─── SUPPLIED MATERIAL

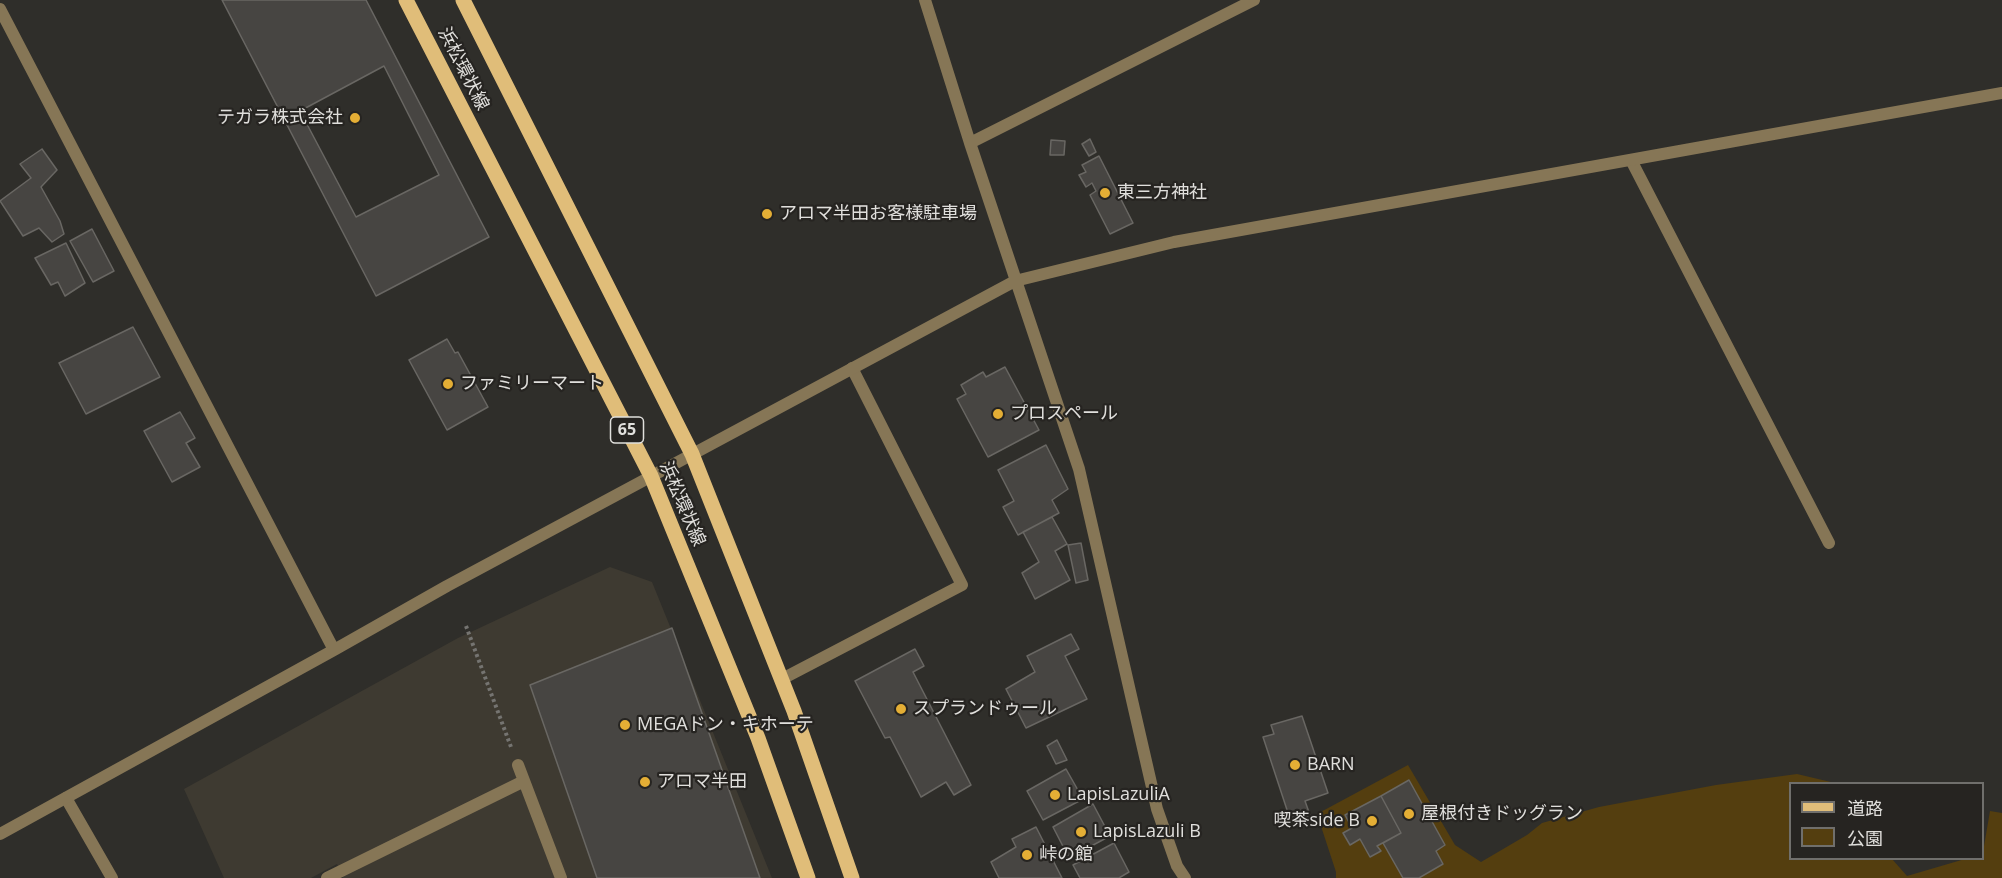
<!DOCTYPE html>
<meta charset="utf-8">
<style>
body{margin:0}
#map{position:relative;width:2002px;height:878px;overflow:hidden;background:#2f2e2a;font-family:"Open Sans","Noto Sans JP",sans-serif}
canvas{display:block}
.legend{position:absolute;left:1789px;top:782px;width:195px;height:78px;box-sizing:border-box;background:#262421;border:2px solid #706f6c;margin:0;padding:8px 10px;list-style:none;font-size:18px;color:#e0dfdc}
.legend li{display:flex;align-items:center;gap:12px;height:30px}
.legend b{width:30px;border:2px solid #706f6c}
</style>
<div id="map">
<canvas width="2002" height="878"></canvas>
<ul class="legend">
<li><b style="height:8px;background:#e0bd79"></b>道路</li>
<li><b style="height:16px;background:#543e0f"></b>公園</li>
</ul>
</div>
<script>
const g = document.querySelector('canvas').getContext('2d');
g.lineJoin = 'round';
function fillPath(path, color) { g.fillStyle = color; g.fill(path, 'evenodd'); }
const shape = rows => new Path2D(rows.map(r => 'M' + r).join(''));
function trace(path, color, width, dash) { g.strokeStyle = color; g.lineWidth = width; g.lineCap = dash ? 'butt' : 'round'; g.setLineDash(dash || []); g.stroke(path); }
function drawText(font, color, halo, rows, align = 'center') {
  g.font = font + ' "Open Sans","Noto Sans JP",sans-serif'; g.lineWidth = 4.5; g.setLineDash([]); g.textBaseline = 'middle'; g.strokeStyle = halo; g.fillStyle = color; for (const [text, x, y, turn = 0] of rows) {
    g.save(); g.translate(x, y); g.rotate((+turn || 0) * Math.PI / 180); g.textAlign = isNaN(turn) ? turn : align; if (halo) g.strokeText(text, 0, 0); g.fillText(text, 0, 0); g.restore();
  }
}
const built = shape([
 [610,567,652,582,772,878,343,878,337,864,311,878,224,878,184,789,458,638]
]);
const green = shape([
 [1408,765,1455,845,1481,862,1527,835,1542,823,1599,807,1716,785,1797,774,1835,783,1790,784,1790,858,1892,859,1907,876,1965,859,1982,858,1990,811,2002,813,2002,878,1336,878,1336,872,1317,814]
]);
const building = shape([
 [222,0,366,0,489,237,376,296,222,0],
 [384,66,439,175,356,217,300,111,384,66],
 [1090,139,1096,152,1089,156,1082,144,1090,139],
 [1051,140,1065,141,1064,155,1050,155,1051,140],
 [42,149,57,170,41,187,60,221,64,234,52,242,39,228,23,236,0,201,31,178,20,164,42,149],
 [1099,156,1133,223,1110,234,1090,195,1096,191,1092,183,1086,187,1079,175,1086,172,1082,165,1099,156],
 [92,229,114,271,93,282,70,241,92,229],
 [66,243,85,283,65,296,58,282,51,285,35,258,66,243],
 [133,327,160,377,86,414,59,363,133,327],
 [447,339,455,353,458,352,488,407,447,430,409,360,447,339],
 [1005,367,1039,430,988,457,957,399,966,394,961,385,983,372,986,377,1005,367],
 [180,412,195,438,186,443,200,467,172,482,144,431,180,412],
 [1046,445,1068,489,1052,500,1059,513,1018,535,1003,507,1014,501,998,470,1046,445],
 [1052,517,1067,544,1055,551,1070,580,1035,599,1022,573,1039,562,1023,532,1052,517],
 [1081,543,1088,580,1076,583,1068,545,1081,543],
 [672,628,760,878,597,878,530,685,672,628],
 [1071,634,1079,649,1065,656,1087,699,1026,728,1006,689,1035,672,1027,656,1071,634],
 [915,649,924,666,913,672,971,785,954,795,946,782,921,797,890,737,885,738,855,681,915,649],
 [1302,716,1328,793,1305,801,1310,815,1291,822,1263,737,1274,734,1271,725,1302,716],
 [1057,740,1067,760,1056,764,1047,746,1057,740],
 [1066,769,1083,799,1043,820,1027,791,1066,769],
 [1409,780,1445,845,1436,851,1443,864,1419,878,1403,878,1383,843,1401,833,1381,796,1409,780],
 [1381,796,1401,833,1377,846,1381,851,1370,857,1360,839,1350,845,1343,833,1352,828,1345,815,1381,796],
 [1093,804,1110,836,1069,858,1053,827,1093,804],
 [1036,827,1062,878,999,878,991,862,1016,847,1012,839,1036,827],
 [1114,843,1129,872,1119,878,1080,878,1073,865,1114,843]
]);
const path = shape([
 [466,626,511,747]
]);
const minor = shape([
 [1631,160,1829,543],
 [782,679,962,585,852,368],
 [518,765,561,878],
 [66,798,112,878],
 [327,878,524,781]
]);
const tertiary = shape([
 [925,0,970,143],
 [0,9,334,650],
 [0,834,334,650,447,586,1015,281,1174,242,2002,93],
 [1185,878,1177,866,1157,809,1079,469,970,143,1254,0]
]);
const primary = shape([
 [406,0,651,476,758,738,808,878],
 [463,0,692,454,794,711,852,878]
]);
const markers = [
 [355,118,6,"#e4ae35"],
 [1105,193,6,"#e4ae35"],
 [767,214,6,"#e4ae35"],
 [448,384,6,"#e4ae35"],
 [998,414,6,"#e4ae35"],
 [901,709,6,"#e4ae35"],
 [625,725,6,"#e4ae35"],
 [1295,765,6,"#e4ae35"],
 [645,782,6,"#e4ae35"],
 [1055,795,6,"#e4ae35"],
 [1409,814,6,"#e4ae35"],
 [1372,821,6,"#e4ae35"],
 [1081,832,6,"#e4ae35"],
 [1027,855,6,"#e4ae35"]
];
const shields = [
 [627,430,33]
];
const shieldNames = [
 ["65",627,430]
];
const streetNames = [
 ["浜松環状線",463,69,63],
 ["浜松環状線",682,504,67]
];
const poiNames = [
 ["テガラ株式会社",343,118,"right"],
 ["東三方神社",1117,193],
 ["アロマ半田お客様駐車場",779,214],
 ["ファミリーマート",460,384],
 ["プロスペール",1010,414],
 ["スプランドゥール",913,709],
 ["MEGAドン・キホーテ",637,725],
 ["BARN",1307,765],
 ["アロマ半田",657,782],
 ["LapisLazuliA",1067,795],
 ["屋根付きドッグラン",1421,814],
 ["喫茶side B",1360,821,"right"],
 ["LapisLazuli B",1093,832],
 ["峠の館",1039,855]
];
fillPath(built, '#3e3a31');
fillPath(green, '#543e0f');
fillPath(building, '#474542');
trace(building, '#696763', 1.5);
trace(path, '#757471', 4, [3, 3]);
trace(minor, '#867656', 12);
trace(tertiary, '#867656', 12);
trace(primary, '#e0bd79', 15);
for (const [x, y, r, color] of markers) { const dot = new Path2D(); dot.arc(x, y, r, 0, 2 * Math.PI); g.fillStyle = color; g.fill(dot); trace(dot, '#262421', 2); }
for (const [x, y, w] of shields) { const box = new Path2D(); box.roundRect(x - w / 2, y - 13, w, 26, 4.5); g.fillStyle = '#262421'; g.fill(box); trace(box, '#e0dfdc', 1.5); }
drawText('bold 16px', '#e0dfdc', null, shieldNames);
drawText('18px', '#e0dfdc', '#262421', streetNames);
drawText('18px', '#e0dfdc', '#262421', poiNames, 'left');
</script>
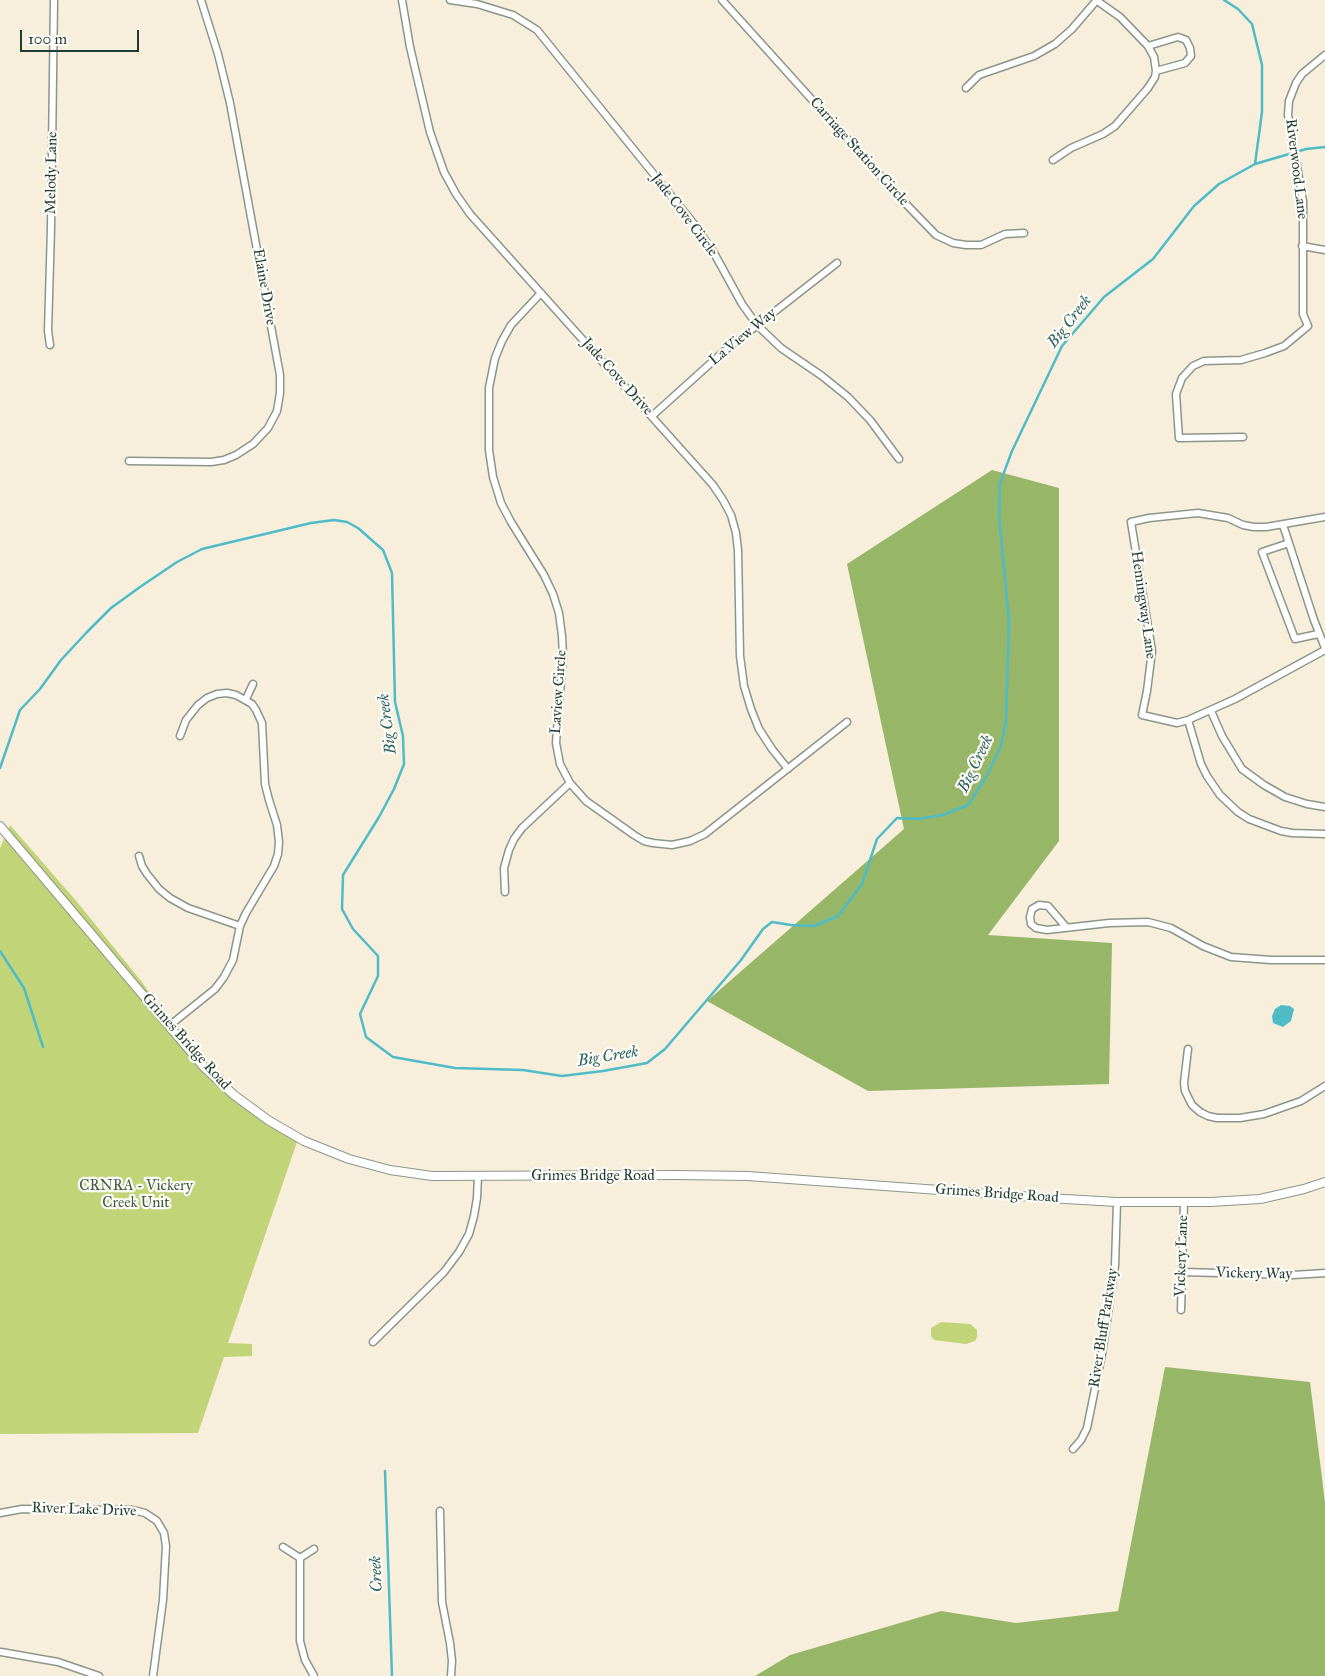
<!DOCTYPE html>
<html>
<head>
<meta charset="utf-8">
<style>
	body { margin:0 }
	#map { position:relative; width:1325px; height:1676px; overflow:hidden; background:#f8eedc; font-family:"IM FELL Great Primer",serif }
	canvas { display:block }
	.scale { position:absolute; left:20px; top:30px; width:119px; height:22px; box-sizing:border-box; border:2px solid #1f3d34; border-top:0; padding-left:6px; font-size:15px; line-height:18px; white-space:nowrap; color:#1f3d34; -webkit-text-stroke:4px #fdfcf7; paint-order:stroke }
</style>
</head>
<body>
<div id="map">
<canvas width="1325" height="1676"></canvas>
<div class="scale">100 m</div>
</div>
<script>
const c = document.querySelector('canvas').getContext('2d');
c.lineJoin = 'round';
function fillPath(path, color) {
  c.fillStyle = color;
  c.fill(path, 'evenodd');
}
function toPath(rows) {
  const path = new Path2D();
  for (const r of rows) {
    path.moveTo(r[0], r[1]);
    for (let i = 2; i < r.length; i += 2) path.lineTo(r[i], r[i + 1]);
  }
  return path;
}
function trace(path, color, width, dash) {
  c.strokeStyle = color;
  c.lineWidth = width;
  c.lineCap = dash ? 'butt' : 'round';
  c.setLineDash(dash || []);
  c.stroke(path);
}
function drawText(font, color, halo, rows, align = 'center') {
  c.font = font + ' "IM FELL Great Primer",serif';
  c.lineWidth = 4.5;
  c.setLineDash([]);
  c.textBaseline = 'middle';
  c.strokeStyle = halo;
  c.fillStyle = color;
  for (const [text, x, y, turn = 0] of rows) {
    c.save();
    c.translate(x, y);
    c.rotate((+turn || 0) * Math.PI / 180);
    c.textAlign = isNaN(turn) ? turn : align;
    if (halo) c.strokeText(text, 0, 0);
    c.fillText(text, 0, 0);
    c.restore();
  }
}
fillPath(toPath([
	[10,825,78,903,141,981,182,1038,229,1095,297,1142,228,1343,252,1344,252,1356,224,1357,198,1433,0,1434,0,848],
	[941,1322,970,1324,977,1330,977,1337,975,1341,966,1344,934,1340,931,1336,931,1328]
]), '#c1d478');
fillPath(toPath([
	[992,470,1059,488,1059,841,988,935,1112,943,1109,1084,868,1091,707,1001,904,829,847,564],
	[1165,1367,1310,1382,1325,1502,1325,1676,755,1676,790,1655,941,1611,1016,1623,1118,1611]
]), '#98b668');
fillPath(toPath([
	[1281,1005,1290,1006,1294,1009,1291,1021,1283,1027,1273,1023,1272,1016,1275,1009]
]), '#4ebbc7');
trace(toPath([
	[1224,0,1238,9,1252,24,1262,65,1262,112,1255,164],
	[0,768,20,710,40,689,61,660,87,632,111,608,140,587,177,562,202,549,311,523,334,520,347,522,358,528,383,550,392,573,395,702,403,736,404,764,394,789,379,817,343,875,342,909,353,929,378,956,378,976,360,1014,366,1037,393,1057,455,1068,523,1070,562,1076,603,1071,647,1063,665,1049,741,960,763,929,772,922,791,925,814,926,838,916,862,884,877,839,897,818,918,819,943,815,968,805,986,777,1001,746,1006,721,1009,622,999,515,1000,483,1012,451,1062,346,1104,297,1153,259,1194,206,1219,184,1255,164,1306,149,1325,147],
	[0,951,24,988,43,1047],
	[385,1471,392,1676]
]), '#4ebbc7', 2.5);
const minor = toPath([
	[402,0,410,47,430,132,444,172,456,194,470,214,713,485,723,500,731,515,736,533,738,550,740,656,744,686,751,709,759,729,772,749,788,769],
	[450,0,477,4,513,15,537,30,694,224,714,253,742,304,757,325,781,348,822,376,848,397,870,420,899,459],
	[722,0,906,204,936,235,953,243,966,245,981,245,1005,234,1024,233],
	[1148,46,1178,37,1186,40,1190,48,1191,56,1185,63,1156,71],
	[966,88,979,75,1034,56,1055,44,1072,29,1096,1],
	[1053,160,1071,148,1103,134,1115,126,1148,88,1155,77,1156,71,1154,57,1148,46,1120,17,1096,0],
	[1302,246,1325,250],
	[541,293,511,325,502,341,495,358,489,388,489,450,493,477,501,503,511,522,544,575,553,594,559,613,562,636,563,656,556,743,560,764,570,783,586,801,634,835,644,841,653,843,672,845,690,841,705,834,847,722],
	[50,345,48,331,51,228,54,0],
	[652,416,723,352,837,263],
	[1243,437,1179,438,1176,394,1182,378,1193,366,1204,361,1241,360,1265,353,1284,346,1308,326,1303,314,1303,201,1288,115,1289,101,1296,83,1302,74,1325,55],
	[129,461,211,462,224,460,236,455,253,444,268,428,277,411,280,393,280,375,230,103,218,54,201,0],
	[1325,517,1266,527,1254,527,1243,525,1228,518,1198,513,1149,518,1131,522,1152,651,1147,691,1142,715,1177,723,1188,720,1235,699,1325,650],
	[1283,525,1314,620,1325,648],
	[1289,543,1262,552,1295,639,1318,634],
	[246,699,253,684],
	[1211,711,1222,736,1242,769,1264,785,1285,797,1307,804,1325,807],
	[1188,720,1201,764,1207,776,1220,795,1238,812,1249,819,1281,831,1292,833,1325,834],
	[139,856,142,866,147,874,159,889,170,898,188,908,240,926],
	[505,892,504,868,509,850,514,839,522,828,570,783],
	[1066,927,1048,906,1039,905,1032,909,1030,917,1031,924,1036,928,1047,930,1109,923,1148,922,1171,928,1203,946,1231,957,1271,960,1325,960],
	[169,1026,215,989,224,977,233,960,240,926,246,913,274,866,278,854,279,842,277,825,269,800,265,784,262,723,256,710,252,704,236,695,227,693,217,694,207,698,198,705,186,720,180,736],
	[1188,1049,1184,1083,1185,1091,1192,1105,1200,1112,1208,1116,1217,1118,1240,1118,1264,1114,1301,1101,1325,1086],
	[1182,1272,1293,1275,1325,1273],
	[1181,1310,1184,1202],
	[373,1342,444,1272,459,1252,469,1234,474,1216,477,1198,478,1176],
	[1073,1449,1081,1440,1087,1428,1102,1354,1115,1266,1117,1202],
	[440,1511,442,1602,450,1643,452,1661,451,1676],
	[0,1513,22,1509,133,1510,145,1513,157,1521,164,1533,166,1546,163,1600,153,1676],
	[283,1547,300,1558,314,1549],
	[300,1558,300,1641,305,1660,314,1676],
	[1,1652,58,1662,99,1676]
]);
const tertiary = toPath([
	[0,826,203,1066,234,1095,268,1120,304,1141,349,1159,390,1170,432,1176,677,1175,748,1176,1048,1198,1117,1202,1210,1202,1260,1199,1304,1189,1325,1182]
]);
trace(minor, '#8c9688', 9);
trace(tertiary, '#8c9688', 10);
trace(minor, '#fff', 6);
trace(tertiary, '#fff', 8);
drawText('15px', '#1f3d34', '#fdfcf7', [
	["Carriage Station Circle",859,152,48],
	["Riverwood Lane",1296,169,83],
	["Melody Lane",52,173,-89],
	["Jade Cove Circle",684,215,53],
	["Elaine Drive",264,287,80],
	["La View Way",743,337,-39],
	["Jade Cove Drive",617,377,48],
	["Hemingway Lane",1143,605,82],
	["Laview Circle",559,692,-86],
	["Grimes Bridge Road",186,1042,48],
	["Grimes Bridge Road",593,1176],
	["Grimes Bridge Road",997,1194,4],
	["Vickery Lane",1182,1256,-88],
	["Vickery Way",1254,1274,1],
	["River Bluff Parkway",1104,1328,-81],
	["River Lake Drive",84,1510,2]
]);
drawText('15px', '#3f5b42', '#fdfcf7', [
	["CRNRA - Vickery",136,1186],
	["Creek Unit",136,1203]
]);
drawText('italic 16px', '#2d6360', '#fdfcf7', [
	["Big Creek",1070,322,-52],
	["Big Creek",388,724,-97],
	["Big Creek",976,764,-64],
	["Big Creek",608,1057,-9],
	["Creek",377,1574,-92]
]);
</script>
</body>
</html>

──────

- _INSTRUCTIONS TO FOLLOW_
The lines above that hold the word "html" should be found and copied out.

- _FINISHED EXERCISE_
<!DOCTYPE html>
<!DOCTYPE html>
<html>
</html>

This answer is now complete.